Wednesday, April 25, 2012

How Do You Solve a Problem Like a Euler? Using F#

I’ve been slowly making my way through the first 100 Project Euler problems while learning F# in an attempt to be more pragmatic - and to try and prevent my grey matter from getting too stale.  After many hours of keyboard-head-banging, I’m now getting to the point where I don’t flail uselessly when beginning to type in some F# code – the pattern matching, automatic generalization and higher-order functions now feel like useful tools rather than strange curiosities.  Since I’ve primarily coded in C# for many years, I’ve been using the book “Real World Functional Programming” by Tomas Petricek as a starting point – it’s been a pretty good read. So, for this post the code will be in F#, but it’ll be secondary to the more general topic of problem solving for puzzle-type scenarios commonly found on Project Euler.

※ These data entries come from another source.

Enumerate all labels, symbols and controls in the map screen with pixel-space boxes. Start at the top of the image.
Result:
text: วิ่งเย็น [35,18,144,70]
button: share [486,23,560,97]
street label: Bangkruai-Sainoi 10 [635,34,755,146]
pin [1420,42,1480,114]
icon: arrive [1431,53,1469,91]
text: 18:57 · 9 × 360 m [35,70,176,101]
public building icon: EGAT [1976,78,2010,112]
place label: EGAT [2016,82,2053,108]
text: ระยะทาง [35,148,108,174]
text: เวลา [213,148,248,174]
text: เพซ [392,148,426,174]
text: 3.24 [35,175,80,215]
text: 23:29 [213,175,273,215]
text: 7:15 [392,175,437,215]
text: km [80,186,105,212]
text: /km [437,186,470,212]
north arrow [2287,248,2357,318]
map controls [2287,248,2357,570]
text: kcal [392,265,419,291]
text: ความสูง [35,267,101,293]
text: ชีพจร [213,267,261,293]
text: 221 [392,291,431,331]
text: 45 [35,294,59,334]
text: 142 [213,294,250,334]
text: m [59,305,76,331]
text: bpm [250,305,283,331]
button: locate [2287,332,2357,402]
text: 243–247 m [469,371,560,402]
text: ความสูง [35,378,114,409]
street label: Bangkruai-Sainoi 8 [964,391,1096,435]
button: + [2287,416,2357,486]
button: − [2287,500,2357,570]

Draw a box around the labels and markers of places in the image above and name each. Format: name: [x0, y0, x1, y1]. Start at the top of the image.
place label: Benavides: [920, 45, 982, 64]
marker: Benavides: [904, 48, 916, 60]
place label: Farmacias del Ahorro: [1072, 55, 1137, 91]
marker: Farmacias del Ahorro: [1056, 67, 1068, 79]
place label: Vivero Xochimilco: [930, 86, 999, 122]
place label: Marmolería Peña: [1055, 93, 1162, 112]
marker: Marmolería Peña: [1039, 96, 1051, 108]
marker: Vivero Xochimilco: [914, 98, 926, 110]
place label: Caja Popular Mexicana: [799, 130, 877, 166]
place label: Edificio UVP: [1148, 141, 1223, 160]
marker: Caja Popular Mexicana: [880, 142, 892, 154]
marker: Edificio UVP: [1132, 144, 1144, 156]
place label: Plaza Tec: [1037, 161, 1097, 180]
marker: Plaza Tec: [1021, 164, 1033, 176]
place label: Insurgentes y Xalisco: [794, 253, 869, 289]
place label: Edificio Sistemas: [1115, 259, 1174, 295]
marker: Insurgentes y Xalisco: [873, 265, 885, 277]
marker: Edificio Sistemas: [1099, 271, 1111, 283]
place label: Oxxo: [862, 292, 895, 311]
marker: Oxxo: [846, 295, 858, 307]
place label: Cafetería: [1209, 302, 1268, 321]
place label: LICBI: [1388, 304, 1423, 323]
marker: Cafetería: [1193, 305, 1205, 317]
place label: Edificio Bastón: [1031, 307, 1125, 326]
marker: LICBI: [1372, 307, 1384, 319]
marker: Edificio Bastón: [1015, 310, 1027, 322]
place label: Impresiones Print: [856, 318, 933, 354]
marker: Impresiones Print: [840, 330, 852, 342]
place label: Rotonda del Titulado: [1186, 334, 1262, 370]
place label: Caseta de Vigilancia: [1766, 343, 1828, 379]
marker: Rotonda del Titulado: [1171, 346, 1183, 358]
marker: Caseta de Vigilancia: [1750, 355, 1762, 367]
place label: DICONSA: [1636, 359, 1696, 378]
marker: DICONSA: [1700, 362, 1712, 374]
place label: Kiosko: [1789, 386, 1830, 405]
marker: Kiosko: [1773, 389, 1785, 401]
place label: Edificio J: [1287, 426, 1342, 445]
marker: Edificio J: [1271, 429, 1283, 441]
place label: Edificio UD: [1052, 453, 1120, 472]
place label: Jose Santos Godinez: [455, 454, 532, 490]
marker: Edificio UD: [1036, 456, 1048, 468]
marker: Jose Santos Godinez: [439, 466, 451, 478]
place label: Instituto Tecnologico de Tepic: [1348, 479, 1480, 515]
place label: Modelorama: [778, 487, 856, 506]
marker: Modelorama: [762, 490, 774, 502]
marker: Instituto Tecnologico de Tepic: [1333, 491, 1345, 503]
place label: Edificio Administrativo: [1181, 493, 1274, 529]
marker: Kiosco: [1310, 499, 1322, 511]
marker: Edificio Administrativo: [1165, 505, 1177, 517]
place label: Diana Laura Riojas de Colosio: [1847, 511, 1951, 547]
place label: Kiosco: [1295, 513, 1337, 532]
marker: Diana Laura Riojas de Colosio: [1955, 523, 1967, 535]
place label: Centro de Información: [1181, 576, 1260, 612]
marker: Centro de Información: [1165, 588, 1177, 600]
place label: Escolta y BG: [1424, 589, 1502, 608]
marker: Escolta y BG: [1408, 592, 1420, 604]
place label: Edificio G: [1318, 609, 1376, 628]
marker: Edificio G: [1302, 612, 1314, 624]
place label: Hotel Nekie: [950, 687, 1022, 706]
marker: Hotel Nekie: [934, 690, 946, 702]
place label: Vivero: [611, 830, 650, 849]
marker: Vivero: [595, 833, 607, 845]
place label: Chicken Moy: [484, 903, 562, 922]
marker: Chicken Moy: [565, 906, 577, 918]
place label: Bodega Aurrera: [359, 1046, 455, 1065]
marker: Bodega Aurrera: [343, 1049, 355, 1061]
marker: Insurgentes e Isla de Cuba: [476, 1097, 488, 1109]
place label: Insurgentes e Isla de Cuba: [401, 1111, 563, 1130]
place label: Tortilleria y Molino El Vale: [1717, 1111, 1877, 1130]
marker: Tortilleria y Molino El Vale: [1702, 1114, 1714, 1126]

I found this particular problem, #98, a bit more challenging than usual - and kind of fun to work through.  It involves matching anagrams with square numbers using character replacement – here’s the full description:

By replacing each of the letters in the word CARE with 1, 2, 9, and 6 respectively, we form a square number: 1296 = 362. What is remarkable is that, by using the same digital substitutions, the anagram, RACE, also forms a square number: 9216 = 962. We shall call CARE (and RACE) a square anagram word pair and specify further that leading zeroes are not permitted, neither may a different letter have the same digital value as another letter.

Using words.txt, a 16K text file containing nearly two-thousand common English words, find all the square anagram word pairs (a palindromic word is NOT considered to be an anagram of itself).

What is the largest square number formed by any member of such a pair?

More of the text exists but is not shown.